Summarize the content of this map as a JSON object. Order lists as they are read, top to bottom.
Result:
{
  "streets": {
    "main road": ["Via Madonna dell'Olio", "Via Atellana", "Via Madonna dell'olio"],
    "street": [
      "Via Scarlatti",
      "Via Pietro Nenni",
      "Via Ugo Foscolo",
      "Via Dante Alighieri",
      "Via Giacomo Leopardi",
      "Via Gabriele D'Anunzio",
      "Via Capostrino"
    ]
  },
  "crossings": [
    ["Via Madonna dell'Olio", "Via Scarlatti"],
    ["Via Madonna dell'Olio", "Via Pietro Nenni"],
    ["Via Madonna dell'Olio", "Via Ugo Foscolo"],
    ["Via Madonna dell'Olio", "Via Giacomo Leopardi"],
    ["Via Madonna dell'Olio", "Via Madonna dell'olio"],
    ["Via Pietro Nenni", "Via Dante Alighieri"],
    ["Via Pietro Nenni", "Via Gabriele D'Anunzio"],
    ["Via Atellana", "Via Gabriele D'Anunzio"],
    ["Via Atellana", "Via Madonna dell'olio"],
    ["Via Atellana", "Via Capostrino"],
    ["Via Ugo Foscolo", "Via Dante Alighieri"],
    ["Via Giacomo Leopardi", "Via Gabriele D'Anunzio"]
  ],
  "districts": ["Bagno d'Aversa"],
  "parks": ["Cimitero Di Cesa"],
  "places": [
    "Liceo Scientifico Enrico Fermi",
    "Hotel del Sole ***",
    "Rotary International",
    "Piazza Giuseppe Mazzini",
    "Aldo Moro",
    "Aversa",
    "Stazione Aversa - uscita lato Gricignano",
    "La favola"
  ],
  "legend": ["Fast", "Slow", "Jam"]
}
□ □ □
Task goal:
Restate the listing word for word.

Response:
Summarize the content of this map as a JSON object. Order lists as they are read, top to bottom.
Result:
{
  "streets": {
    "main road": ["Via Madonna dell'Olio", "Via Atellana", "Via Madonna dell'olio"],
    "street": [
      "Via Scarlatti",
      "Via Pietro Nenni",
      "Via Ugo Foscolo",
      "Via Dante Alighieri",
      "Via Giacomo Leopardi",
      "Via Gabriele D'Anunzio",
      "Via Capostrino"
    ]
  },
  "crossings": [
    ["Via Madonna dell'Olio", "Via Scarlatti"],
    ["Via Madonna dell'Olio", "Via Pietro Nenni"],
    ["Via Madonna dell'Olio", "Via Ugo Foscolo"],
    ["Via Madonna dell'Olio", "Via Giacomo Leopardi"],
    ["Via Madonna dell'Olio", "Via Madonna dell'olio"],
    ["Via Pietro Nenni", "Via Dante Alighieri"],
    ["Via Pietro Nenni", "Via Gabriele D'Anunzio"],
    ["Via Atellana", "Via Gabriele D'Anunzio"],
    ["Via Atellana", "Via Madonna dell'olio"],
    ["Via Atellana", "Via Capostrino"],
    ["Via Ugo Foscolo", "Via Dante Alighieri"],
    ["Via Giacomo Leopardi", "Via Gabriele D'Anunzio"]
  ],
  "districts": ["Bagno d'Aversa"],
  "parks": ["Cimitero Di Cesa"],
  "places": [
    "Liceo Scientifico Enrico Fermi",
    "Hotel del Sole ***",
    "Rotary International",
    "Piazza Giuseppe Mazzini",
    "Aldo Moro",
    "Aversa",
    "Stazione Aversa - uscita lato Gricignano",
    "La favola"
  ],
  "legend": ["Fast", "Slow", "Jam"]
}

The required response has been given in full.